◆ WORK TO COMPLETE ◆
In the listing below, find each line with the string "forest" and return it.

◆ THE DATA ◆
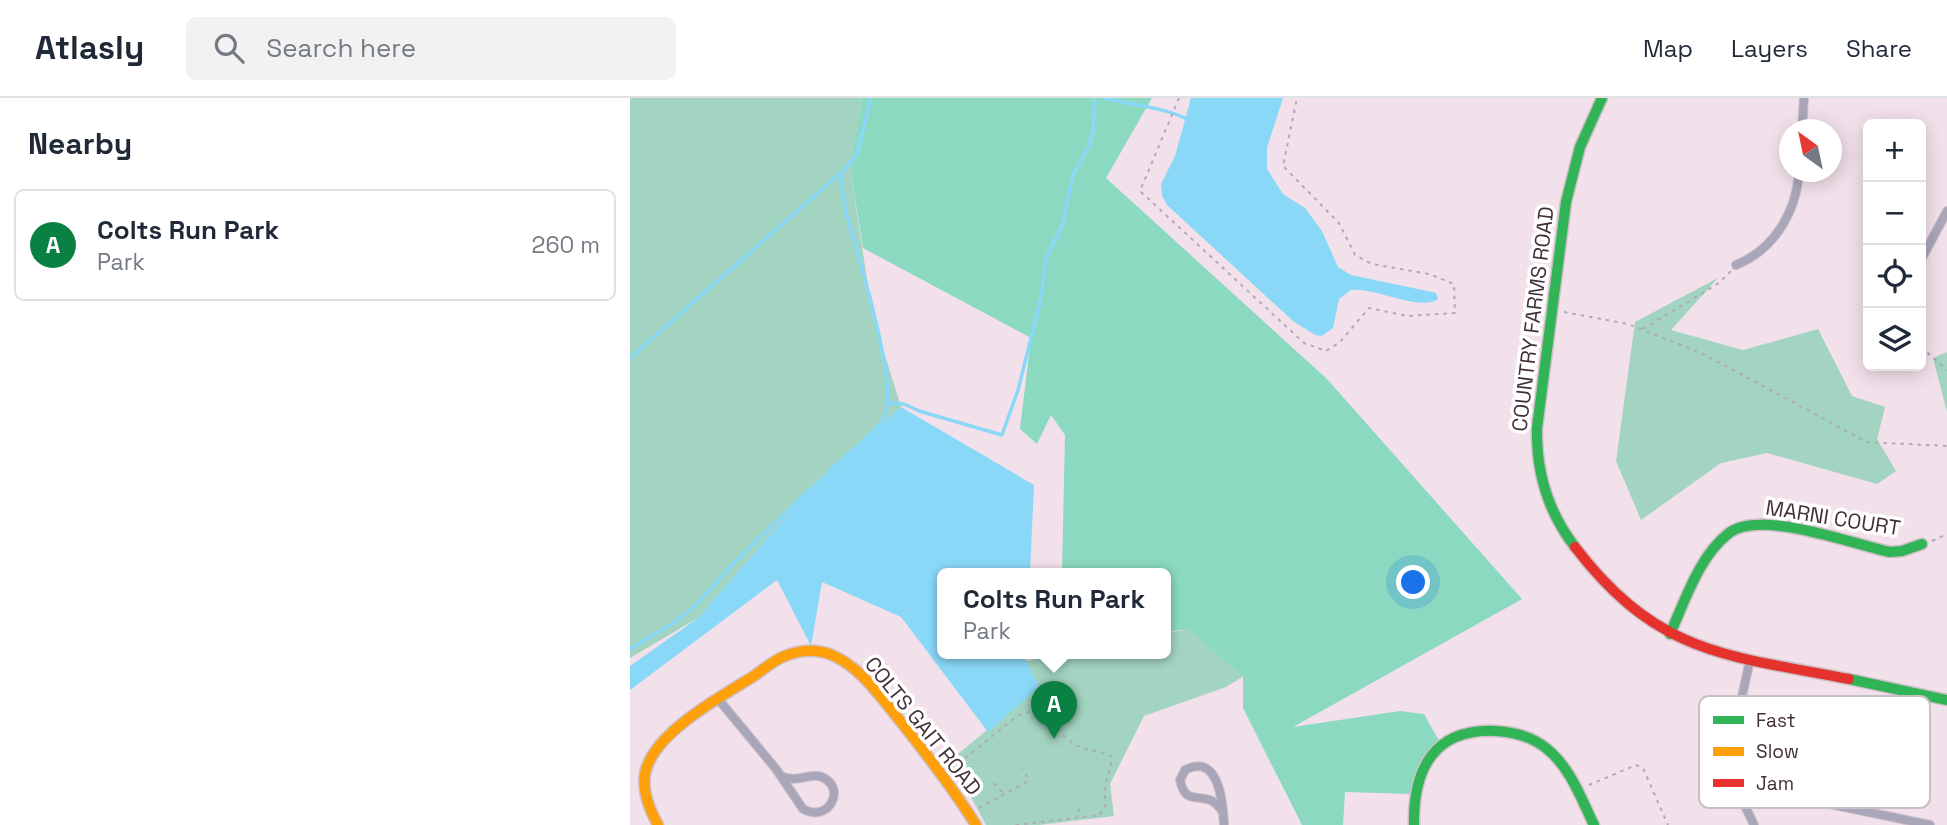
<!DOCTYPE html>
<meta charset="utf-8">
<style>
body{margin:0;font-family:"Space Grotesk",sans-serif;background:#f2f2f3;color:#1f2937}
.controls{position:absolute;right:21px;top:21px;display:grid;overflow:hidden;border-radius:10px;box-shadow:0 4px 18px #0003}
.controls button{width:63px;height:63px;display:grid;place-items:center;padding:0;border:0;border-bottom:2px solid #e0e1e3;background:#fff;color:#1f2937;font:35px sans-serif}
.compass{position:absolute;left:1149px;top:21px;width:63px;height:63px;border-radius:50%;background:#fff;box-shadow:0 4px 18px #0003;rotate:327deg}
.you{position:absolute;left:784px;top:485px;width:24px;height:24px;margin:-18px;border:5px solid #fff;border-radius:50%;background:#1a73e8;box-shadow:0 0 0 10px #1a73e833}
.badge{display:grid;place-items:center;width:46px;height:46px;border-radius:50%;background:#0b8043;color:#fff;font-size:23px;font-weight:700}
.pin{position:absolute;translate:-50% -58px;filter:drop-shadow(0 2px 4px #0008)}
.pin::after{content:'';position:absolute;top:37px;width:24px;height:21px;background:inherit;clip-path:polygon(0 0,100% 0,50% 100%)}
.popup{position:absolute;left:307px;top:470px;width:234px;height:91px;box-sizing:border-box;display:grid;place-content:center;border-radius:10px;background:#fff;filter:drop-shadow(0 2px 5px #0005);font-size:23px;white-space:nowrap;color:#747a83}
.popup b{font-size:26px;color:#1f2937}
.popup::after{content:'';position:absolute;left:50%;top:100%;margin-left:-14px;border:14px solid transparent;border-top-color:#fff}
.list{margin:0;padding:0;list-style:none}
h2{display:flex;justify-content:space-between;align-items:center;height:91px;margin:0;padding:0 28px;font-size:30px}
h2 small{font-size:23px;font-weight:400;color:#747a83}
.list li{display:grid;grid-template-columns:46px 1fr auto;gap:21px;align-items:center;box-sizing:border-box;height:112px;margin:0 14px 14px;padding:0 14px;border:2px solid #e0e1e3;border-radius:10px}
.list b{display:block;font-size:26px;white-space:nowrap}
.list p{margin:0;font-size:23px;white-space:nowrap;color:#747a83}
.list em{font-size:23px;font-style:normal;color:#747a83}
.icon{flex:none;width:38px;height:38px;fill:none;stroke:currentColor;stroke-width:2;stroke-linecap:round;stroke-linejoin:round}
.map{position:relative;flex:none;width:1317px;height:727px;overflow:hidden}
header{display:flex;align-items:center;gap:42px;box-sizing:border-box;height:98px;padding:0 35px;background:#fff;border-bottom:2px solid #e0e1e3}
header strong{font-size:33px}
nav{display:flex;gap:38px;margin-inline-start:auto;font-size:24px}
.search{width:490px;height:63px;background:#f2f2f3;display:flex;align-items:center;gap:18px;box-sizing:border-box;padding:0 24px;border-radius:10px;color:#747a83;font-size:26px}
main{display:flex}
aside{flex:1;background:#fff}
.map>svg:first-child{display:block}
.green{fill:#a2d4c1}
.forest{fill:#8ad9c0}
.water{fill:#8ad8f8}
.lines{fill:none;stroke-linecap:round;stroke-linejoin:round}
.stream{stroke:#8ad8f8;stroke-width:3.5}
.street-casing{stroke:#cdbfc7;stroke-width:10}
.fast-casing{stroke:#cdbfc7;stroke-width:13}
.slow-casing{stroke:#cdbfc7;stroke-width:13}
.jam-casing{stroke:#cdbfc7;stroke-width:13}
.path{stroke:#b0a9b8;stroke-width:2;stroke-dasharray:3.5 5;stroke-linecap:butt}
.street{stroke:#a9a6ba;stroke-width:8}
.fast{stroke:#30b455;stroke-width:10}
.slow{stroke:#ff9f0a;stroke-width:10}
.jam{stroke:#e5322d;stroke-width:10}
.labels{text-anchor:middle;stroke-width:7;stroke-linejoin:round;paint-order:stroke}
.street-label{font-size:21px;fill:#422f3a;stroke:#fff}
.key{fill:#fff;stroke:#c6c1c4;stroke-width:2}
.key-label{font-size:19px;fill:#422f3a}
</style>
<header>
<strong>Atlasly</strong>
<div class="search"><svg class="icon" aria-label="search" viewBox="0 0 24 24"><circle cx="10" cy="10" r="6"/><path d="M15 15l6 6"/></svg>Search here</div>
<nav><a>Map</a><a>Layers</a><a>Share</a></nav>
</header>
<main>
<aside>
<h2>Nearby<small></small></h2>
<ul class="list">
<li><span class="badge">A</span><div><b>Colts Run Park</b><p>Park</p></div><em>260 m</em></li>
</ul>
</aside>
<div class="map">
<svg width="1317" height="727" viewBox="0 0 1317 727">
<rect width="100%" height="100%" fill="#f2e1ea"/>
<!-- green -->
<g class="green">
<polygon points="0,0 232,0 220,69 242,215 271,309 183,387 68,520 0,560"/>
<polygon points="1088,180 1041,232 1113,252 1188,231 1222,298 1255,309 1247,341 1266,373 1247,386 1137,355 1091,365 1011,422 986,363 1005,224"/>
<polygon points="1317,254 1317,314 1303,260"/>
<polygon points="558,531 614,578 596,589 514,618 480,686 484,718 409,727 356,727 339,695 317,665 409,589 396,563 435,555 536,555 536,535"/>
</g>
<!-- forest -->
<polygon class="forest" points="232,0 522,0 476,80 697,281 892,501 663,629 770,613 794,616 812,648 782,696 715,694 713,727 672,727 613,610 613,578 558,531 536,534 536,475 432,475 435,337 421,317 407,346 390,331 401,240 233,150 220,69"/>
<!-- water -->
<g class="water">
<path d="M561,0H653L637,50V71L653,96L675,110L692,133L708,169L721,177L802,194L806,195L808,201C790,214 745,189 721,192L709,201L703,230L692,238L685,237L663,223L537,107L532,98L531,86L545,58Z"/>
<polygon points="271,309 404,387 400,475 312,475 312,555 396,555 396,563 409,589 358,634 271,519 192,484 181,548 147,482 0,592 0,568 68,520 183,387"/>
</g>
<g class="lines">
<!-- stream -->
<g class="stream">
<path d="M475,0C504,8 531,8 559,22"/>
<polyline points="0,260 214,72 227,57 241,0"/>
<polyline points="259,305 274,306 289,313 372,337 388,292 411,200 416,160 432,128 443,77 459,48 463,34 465,0"/>
<path d="M199,373C214,358 246,336 255,317C269,289 227,152 217,118C213,105 212,89 211,75"/>
<polyline points="0,551 45,524 65,508 103,466 180,391"/>
</g>
<defs>
<g id="street">
<polyline points="1172,32 1174,0"/>
<polyline points="1291,162 1317,113"/>
<path d="M1106,167C1145,151 1166,114 1169,74"/>
<path d="M89,602L146,671L173,711C198,725 216,692 194,680C182,673 169,686 151,678"/>
<polyline points="1114,706 1102,678 1100,653 1120,562"/>
<path d="M593,714C589,709 586,704 580,702C565,697 555,705 550,682L555,672C589,654 593,705 594,727"/>
<polyline points="1124,727 1114,706 1143,700 1166,699 1300,727"/>
</g>
<g id="fast">
<path d="M945,449C918,414 906,374 907,330L936,104L950,49L972,0"/>
<path d="M1040,536C1055,503 1069,458 1099,435C1131,411 1222,446 1260,454L1272,453L1292,446"/>
<polyline points="1219,581 1317,602"/>
<path d="M784,727C783,671 804,630 866,633C883,634 902,639 916,650C940,669 951,700 964,727"/>
</g>
<path id="slow" d="M28,727C18,709 9,686 18,666C33,630 92,598 124,578C134,571 144,562 155,558C170,552 187,551 202,557C230,569 248,596 267,619C295,654 322,689 346,727"/>
<path id="jam" d="M945,449C1028,557 1096,557 1219,581"/>
</defs>
<!-- street casing -->
<use href="#street" class="street-casing"/>
<!-- fast casing -->
<use href="#fast" class="fast-casing"/>
<!-- slow casing -->
<use href="#slow" class="slow-casing"/>
<!-- jam casing -->
<use href="#jam" class="jam-casing"/>
<!-- path -->
<g class="path">
<polyline points="549,0 510,93 674,245 696,253 710,244 739,210 777,218 825,215 824,186 799,176 742,166 725,157 709,125 653,68 667,0"/>
<polyline points="934,214 998,226 1073,256 1237,344 1317,348"/>
<polyline points="1013,231 1089,185 1101,173"/>
<polyline points="1291,249 1317,272"/>
<polyline points="1302,443 1317,436"/>
<path d="M322,671L387,618L410,610C424,614 425,630 435,639C451,654 464,650 481,658V667L475,688V709L469,717L385,727"/>
<polyline points="364,685 373,695"/>
<polyline points="959,687 1006,667 1013,670 1038,727"/>
<polyline points="349,710 396,684 398,680 392,671"/>
<polyline points="448,711 454,719"/>
</g>
<!-- street -->
<use href="#street" class="street"/>
<!-- fast -->
<use href="#fast" class="fast"/>
<!-- slow -->
<use href="#slow" class="slow"/>
<!-- jam -->
<use href="#jam" class="jam"/>
</g>
<g class="labels">
<!-- street labels -->
<g class="street-label">
<text transform="translate(903 221) rotate(-83)" y="7">COUNTRY FARMS ROAD</text>
<text transform="translate(1203 420) rotate(9)" y="7">MARNI COURT</text>
<text transform="translate(293 628) rotate(51)" y="7">COLTS GAIT ROAD</text>
</g>
</g>
<!-- legend -->
<rect x="1069" y="598" width="231" height="112" rx="10" class="key"/>
<rect x="1083" y="618" width="31" height="8" fill="#30b455"/>
<rect x="1083" y="649" width="31" height="9" fill="#ff9f0a"/>
<rect x="1083" y="681" width="31" height="8" fill="#e5322d"/>
<g class="key-label">
<text x="1126" y="629">Fast</text>
<text x="1126" y="660">Slow</text>
<text x="1126" y="692">Jam</text>
</g>
</svg>
<div class="controls">
<button>+</button>
<button>−</button>
<button><svg class="icon" aria-label="locate" viewBox="0 0 24 24"><circle cx="12" cy="12" r="6"/><path d="M12 2v4M12 18v4M2 12h4M18 12h4"/></svg></button>
<button><svg class="icon" aria-label="layers" viewBox="0 0 24 24"><path d="M12 4l9 5-9 5-9-5zM3 14l9 5 9-5"/></svg></button>
</div>
<svg class="compass" viewBox="-18 -18 36 36"><path d="M0-13l5 13h-10z" fill="#e53935"/><path d="M0 13l5-13h-10z" fill="#747a83"/></svg>
<div class="you"></div>
<div class="pin badge" style="left:424px;top:641px">A</div>
<div class="popup"><b>Colts Run Park</b>Park</div>
</div>
</main>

◆ EXPECTED ANSWER ◆
.forest{fill:#8ad9c0}
<!-- forest -->
<polygon class="forest" points="232,0 522,0 476,80 697,281 892,501 663,629 770,613 794,616 812,648 782,696 715,694 713,727 672,727 613,610 613,578 558,531 536,534 536,475 432,475 435,337 421,317 407,346 390,331 401,240 233,150 220,69"/>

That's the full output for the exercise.